- Release: August 2001
- Stable release: 3.2.1 / 15 November 2021; 4 years ago
- Preview release: 3.2-rc2 / 20 October 2021; 4 years ago
- Platform: x86, ARM, POWER, IA-64, Blackfin, Nios II
- Website: www.xenomai.org
- Repository: github.com/xenomai-ci/xenomai ;

= Xenomai =

Real-time software framework

Xenomai is a software framework cooperating with the Linux kernel to provide interface-agnostic, hard real-time computing support to user space application software seamlessly integrated into the Linux environment.

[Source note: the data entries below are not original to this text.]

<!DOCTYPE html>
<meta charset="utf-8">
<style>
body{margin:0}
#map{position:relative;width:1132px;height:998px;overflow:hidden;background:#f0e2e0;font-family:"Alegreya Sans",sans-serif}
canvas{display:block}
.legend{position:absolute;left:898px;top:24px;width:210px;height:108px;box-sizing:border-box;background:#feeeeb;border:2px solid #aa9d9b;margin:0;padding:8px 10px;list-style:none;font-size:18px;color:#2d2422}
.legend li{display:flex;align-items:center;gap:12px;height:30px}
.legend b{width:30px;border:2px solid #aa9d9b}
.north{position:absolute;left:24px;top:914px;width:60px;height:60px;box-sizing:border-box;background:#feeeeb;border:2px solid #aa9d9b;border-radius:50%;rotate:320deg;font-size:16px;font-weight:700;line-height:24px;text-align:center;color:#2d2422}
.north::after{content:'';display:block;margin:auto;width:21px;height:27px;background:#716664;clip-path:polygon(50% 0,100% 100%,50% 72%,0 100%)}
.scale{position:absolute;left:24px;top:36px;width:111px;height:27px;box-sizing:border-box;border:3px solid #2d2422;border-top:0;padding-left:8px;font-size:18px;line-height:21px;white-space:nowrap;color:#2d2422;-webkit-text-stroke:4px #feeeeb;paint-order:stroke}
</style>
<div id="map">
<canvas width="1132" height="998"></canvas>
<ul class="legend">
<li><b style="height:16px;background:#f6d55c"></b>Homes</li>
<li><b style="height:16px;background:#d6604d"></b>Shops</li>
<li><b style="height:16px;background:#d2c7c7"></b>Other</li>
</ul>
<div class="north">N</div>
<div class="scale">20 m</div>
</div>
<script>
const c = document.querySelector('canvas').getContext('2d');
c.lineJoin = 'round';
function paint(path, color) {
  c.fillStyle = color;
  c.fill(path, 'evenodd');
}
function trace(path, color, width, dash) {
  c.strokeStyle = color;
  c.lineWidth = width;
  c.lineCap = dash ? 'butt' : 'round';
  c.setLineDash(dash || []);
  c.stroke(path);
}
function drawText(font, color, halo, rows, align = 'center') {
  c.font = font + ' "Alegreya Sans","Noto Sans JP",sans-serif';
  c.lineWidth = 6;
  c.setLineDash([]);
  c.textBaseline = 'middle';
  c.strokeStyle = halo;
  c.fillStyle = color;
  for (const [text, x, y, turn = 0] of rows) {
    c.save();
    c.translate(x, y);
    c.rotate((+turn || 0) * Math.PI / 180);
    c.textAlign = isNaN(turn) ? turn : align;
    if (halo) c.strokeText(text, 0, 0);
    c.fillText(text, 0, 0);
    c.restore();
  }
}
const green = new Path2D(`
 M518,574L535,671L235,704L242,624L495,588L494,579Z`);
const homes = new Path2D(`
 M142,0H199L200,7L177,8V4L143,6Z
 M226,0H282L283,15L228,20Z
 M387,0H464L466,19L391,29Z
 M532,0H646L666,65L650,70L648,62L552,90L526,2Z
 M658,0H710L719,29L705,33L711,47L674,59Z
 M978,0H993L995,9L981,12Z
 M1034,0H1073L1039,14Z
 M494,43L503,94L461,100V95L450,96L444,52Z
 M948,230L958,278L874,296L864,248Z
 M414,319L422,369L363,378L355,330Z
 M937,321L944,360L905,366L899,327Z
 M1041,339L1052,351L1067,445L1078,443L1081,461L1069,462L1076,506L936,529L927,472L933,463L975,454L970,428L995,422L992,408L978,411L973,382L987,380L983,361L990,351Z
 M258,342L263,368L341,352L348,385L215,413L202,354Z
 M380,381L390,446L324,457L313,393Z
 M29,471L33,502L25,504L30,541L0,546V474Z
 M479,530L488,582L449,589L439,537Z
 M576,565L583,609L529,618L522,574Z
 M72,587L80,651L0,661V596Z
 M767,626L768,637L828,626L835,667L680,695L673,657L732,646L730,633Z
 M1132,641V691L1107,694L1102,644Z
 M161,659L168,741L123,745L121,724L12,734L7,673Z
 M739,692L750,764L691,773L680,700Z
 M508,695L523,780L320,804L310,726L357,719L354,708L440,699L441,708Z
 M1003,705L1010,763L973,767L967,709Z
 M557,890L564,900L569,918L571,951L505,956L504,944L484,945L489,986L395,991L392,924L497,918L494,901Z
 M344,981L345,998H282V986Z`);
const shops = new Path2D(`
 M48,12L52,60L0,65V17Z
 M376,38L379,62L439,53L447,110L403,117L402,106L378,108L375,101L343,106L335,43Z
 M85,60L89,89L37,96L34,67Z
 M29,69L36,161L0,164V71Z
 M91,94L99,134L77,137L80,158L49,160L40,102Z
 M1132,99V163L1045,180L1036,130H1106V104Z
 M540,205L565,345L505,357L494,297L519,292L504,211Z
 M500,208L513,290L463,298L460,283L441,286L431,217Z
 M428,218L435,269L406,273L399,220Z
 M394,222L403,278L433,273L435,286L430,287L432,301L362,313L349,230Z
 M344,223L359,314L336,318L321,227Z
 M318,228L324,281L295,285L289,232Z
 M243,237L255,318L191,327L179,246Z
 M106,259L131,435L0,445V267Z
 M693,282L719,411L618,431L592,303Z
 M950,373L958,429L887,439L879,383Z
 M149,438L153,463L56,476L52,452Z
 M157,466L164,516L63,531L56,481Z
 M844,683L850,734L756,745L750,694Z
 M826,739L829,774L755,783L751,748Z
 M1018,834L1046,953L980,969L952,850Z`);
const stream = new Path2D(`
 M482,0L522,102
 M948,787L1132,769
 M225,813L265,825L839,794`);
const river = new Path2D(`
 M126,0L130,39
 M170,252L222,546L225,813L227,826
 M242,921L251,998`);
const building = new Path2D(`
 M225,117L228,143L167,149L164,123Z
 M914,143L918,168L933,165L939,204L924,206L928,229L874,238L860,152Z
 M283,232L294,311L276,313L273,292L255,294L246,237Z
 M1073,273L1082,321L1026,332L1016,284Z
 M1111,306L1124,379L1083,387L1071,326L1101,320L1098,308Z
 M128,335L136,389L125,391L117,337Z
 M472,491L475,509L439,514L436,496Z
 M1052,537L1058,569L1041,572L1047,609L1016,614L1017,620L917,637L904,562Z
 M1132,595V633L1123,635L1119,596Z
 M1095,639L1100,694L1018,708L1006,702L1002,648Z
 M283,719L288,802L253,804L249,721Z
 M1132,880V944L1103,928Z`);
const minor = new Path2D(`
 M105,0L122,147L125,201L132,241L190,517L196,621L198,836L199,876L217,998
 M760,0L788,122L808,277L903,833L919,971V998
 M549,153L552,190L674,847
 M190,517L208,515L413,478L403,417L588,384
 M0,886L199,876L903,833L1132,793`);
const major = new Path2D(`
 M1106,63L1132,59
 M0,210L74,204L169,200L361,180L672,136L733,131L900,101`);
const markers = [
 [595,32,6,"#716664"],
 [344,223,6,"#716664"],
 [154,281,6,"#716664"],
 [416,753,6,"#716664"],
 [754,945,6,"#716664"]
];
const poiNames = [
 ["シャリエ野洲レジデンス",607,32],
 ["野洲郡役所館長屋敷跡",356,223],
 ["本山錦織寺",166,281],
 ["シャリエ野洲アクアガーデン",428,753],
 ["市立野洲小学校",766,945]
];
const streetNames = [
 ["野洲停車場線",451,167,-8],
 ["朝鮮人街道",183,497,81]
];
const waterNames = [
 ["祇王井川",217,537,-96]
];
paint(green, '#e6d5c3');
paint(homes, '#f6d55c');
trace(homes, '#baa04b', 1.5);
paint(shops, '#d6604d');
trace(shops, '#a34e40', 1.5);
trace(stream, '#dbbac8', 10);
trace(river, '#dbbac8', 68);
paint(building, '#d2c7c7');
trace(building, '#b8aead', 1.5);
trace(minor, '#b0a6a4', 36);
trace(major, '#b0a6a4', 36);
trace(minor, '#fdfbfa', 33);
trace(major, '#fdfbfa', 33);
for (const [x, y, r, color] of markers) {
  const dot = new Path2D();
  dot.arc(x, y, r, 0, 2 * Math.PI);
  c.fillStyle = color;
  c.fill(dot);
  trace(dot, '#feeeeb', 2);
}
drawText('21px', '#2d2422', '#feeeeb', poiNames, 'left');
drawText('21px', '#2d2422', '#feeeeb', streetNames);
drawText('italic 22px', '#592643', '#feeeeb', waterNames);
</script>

The Xenomai project was launched in August 2001. In 2003, it merged with the Real-Time Application Interface (RTAI) project to produce RTAI/fusion, a real-time free software platform for Linux on Xenomai's abstract real-time operating system (RTOS) core. Eventually, the RTAI/fusion effort became independent from RTAI in 2005 as the Xenomai project.

Xenomai is based on an abstract RTOS core, usable for building any kind of real-time interface, over a nucleus which exports a set of generic RTOS services. Any number of RTOS personalities called “skins” can then be built over the nucleus, providing their own specific interface to the applications, by using the services of a single generic core to implement it.

== Xenomai vs. RTAI ==
Many differences exist between Xenomai and RTAI, though both projects share a few ideas and support the RTDM (Real Time Data Monitoring) layer. The major differences derive from the goals the projects aim for, and from their respective implementation. While RTAI is focused on lowest technically feasible latencies, Xenomai also considers clean extensibility (RTOS skins), portability, and maintainability as very important goals. Xenomai's path towards Ingo Molnár's PREEMPT_RT support is another major difference compared to RTAI's objectives.